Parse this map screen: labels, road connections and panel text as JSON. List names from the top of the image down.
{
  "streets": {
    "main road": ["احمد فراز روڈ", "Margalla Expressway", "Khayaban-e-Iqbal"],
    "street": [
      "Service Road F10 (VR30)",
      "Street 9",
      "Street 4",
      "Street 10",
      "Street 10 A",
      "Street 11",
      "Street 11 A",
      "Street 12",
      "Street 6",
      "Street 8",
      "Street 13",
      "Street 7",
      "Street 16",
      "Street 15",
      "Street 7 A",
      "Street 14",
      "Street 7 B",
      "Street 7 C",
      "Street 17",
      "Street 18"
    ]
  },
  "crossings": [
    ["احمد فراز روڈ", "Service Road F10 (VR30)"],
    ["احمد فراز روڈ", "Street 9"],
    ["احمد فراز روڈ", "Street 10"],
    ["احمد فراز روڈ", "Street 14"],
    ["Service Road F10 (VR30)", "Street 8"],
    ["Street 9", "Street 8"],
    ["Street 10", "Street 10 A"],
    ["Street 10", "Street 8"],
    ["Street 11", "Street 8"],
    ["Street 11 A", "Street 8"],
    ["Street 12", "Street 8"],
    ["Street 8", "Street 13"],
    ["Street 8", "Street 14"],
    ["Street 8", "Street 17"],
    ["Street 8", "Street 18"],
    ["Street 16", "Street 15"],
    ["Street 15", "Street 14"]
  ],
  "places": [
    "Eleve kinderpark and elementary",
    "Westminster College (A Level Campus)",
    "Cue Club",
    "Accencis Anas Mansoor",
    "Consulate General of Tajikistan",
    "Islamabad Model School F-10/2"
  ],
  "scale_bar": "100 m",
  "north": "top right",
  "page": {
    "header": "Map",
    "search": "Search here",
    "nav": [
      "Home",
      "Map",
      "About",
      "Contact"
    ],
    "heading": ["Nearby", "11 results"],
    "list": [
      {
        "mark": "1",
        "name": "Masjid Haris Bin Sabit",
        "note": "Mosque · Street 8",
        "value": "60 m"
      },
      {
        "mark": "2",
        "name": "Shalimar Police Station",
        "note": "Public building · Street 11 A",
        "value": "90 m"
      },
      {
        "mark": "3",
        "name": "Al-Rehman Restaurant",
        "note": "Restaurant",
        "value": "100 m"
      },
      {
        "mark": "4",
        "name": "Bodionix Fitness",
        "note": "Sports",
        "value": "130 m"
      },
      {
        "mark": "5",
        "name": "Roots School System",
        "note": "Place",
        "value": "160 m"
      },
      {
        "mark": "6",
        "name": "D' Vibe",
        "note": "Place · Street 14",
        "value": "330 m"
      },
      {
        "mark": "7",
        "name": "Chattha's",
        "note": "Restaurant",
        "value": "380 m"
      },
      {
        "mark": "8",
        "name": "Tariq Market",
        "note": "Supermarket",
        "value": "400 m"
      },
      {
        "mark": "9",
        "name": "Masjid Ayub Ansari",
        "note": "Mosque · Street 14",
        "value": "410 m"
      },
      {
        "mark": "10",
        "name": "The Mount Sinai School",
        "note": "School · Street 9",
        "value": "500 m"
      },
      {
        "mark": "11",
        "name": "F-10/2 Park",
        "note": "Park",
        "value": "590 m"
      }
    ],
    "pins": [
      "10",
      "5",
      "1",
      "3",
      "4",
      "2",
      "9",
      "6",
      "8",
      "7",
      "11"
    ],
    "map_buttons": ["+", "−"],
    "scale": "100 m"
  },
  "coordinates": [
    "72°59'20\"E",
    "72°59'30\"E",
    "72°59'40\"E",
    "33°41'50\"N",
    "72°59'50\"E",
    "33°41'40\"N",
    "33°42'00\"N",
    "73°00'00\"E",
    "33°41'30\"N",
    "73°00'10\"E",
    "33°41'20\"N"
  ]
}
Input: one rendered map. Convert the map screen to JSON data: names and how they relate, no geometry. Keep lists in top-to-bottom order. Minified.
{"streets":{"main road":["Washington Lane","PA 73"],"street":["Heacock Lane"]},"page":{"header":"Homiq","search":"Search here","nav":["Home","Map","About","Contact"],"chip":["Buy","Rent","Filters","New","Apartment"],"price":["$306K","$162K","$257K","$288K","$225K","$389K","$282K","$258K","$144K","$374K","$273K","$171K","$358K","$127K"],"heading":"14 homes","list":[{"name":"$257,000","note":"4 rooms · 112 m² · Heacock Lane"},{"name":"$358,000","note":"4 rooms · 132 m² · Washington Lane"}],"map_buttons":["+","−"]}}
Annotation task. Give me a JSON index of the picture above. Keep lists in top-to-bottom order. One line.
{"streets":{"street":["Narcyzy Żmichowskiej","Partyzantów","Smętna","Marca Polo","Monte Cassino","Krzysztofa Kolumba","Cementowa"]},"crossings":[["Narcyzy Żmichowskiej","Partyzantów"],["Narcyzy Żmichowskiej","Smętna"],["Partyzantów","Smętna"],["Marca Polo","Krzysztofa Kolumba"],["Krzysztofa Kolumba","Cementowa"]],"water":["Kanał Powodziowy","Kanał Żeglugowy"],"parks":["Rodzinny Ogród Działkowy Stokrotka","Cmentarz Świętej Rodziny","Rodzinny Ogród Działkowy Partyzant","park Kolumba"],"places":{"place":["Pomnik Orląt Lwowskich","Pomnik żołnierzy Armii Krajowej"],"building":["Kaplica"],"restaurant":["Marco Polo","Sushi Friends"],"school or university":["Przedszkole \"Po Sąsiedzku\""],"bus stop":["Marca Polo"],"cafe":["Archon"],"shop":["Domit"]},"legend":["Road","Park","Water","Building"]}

════════

__Problem requirements__.
Nothing but the lines from the one containing "Annotation task. Give" through the end of the entries belongs in the answer; repeat them exactly.

__Task answer__.
Annotation task. Give me a JSON index of the picture above. Keep lists in top-to-bottom order. One line.
{"streets":{"street":["Narcyzy Żmichowskiej","Partyzantów","Smętna","Marca Polo","Monte Cassino","Krzysztofa Kolumba","Cementowa"]},"crossings":[["Narcyzy Żmichowskiej","Partyzantów"],["Narcyzy Żmichowskiej","Smętna"],["Partyzantów","Smętna"],["Marca Polo","Krzysztofa Kolumba"],["Krzysztofa Kolumba","Cementowa"]],"water":["Kanał Powodziowy","Kanał Żeglugowy"],"parks":["Rodzinny Ogród Działkowy Stokrotka","Cmentarz Świętej Rodziny","Rodzinny Ogród Działkowy Partyzant","park Kolumba"],"places":{"place":["Pomnik Orląt Lwowskich","Pomnik żołnierzy Armii Krajowej"],"building":["Kaplica"],"restaurant":["Marco Polo","Sushi Friends"],"school or university":["Przedszkole \"Po Sąsiedzku\""],"bus stop":["Marca Polo"],"cafe":["Archon"],"shop":["Domit"]},"legend":["Road","Park","Water","Building"]}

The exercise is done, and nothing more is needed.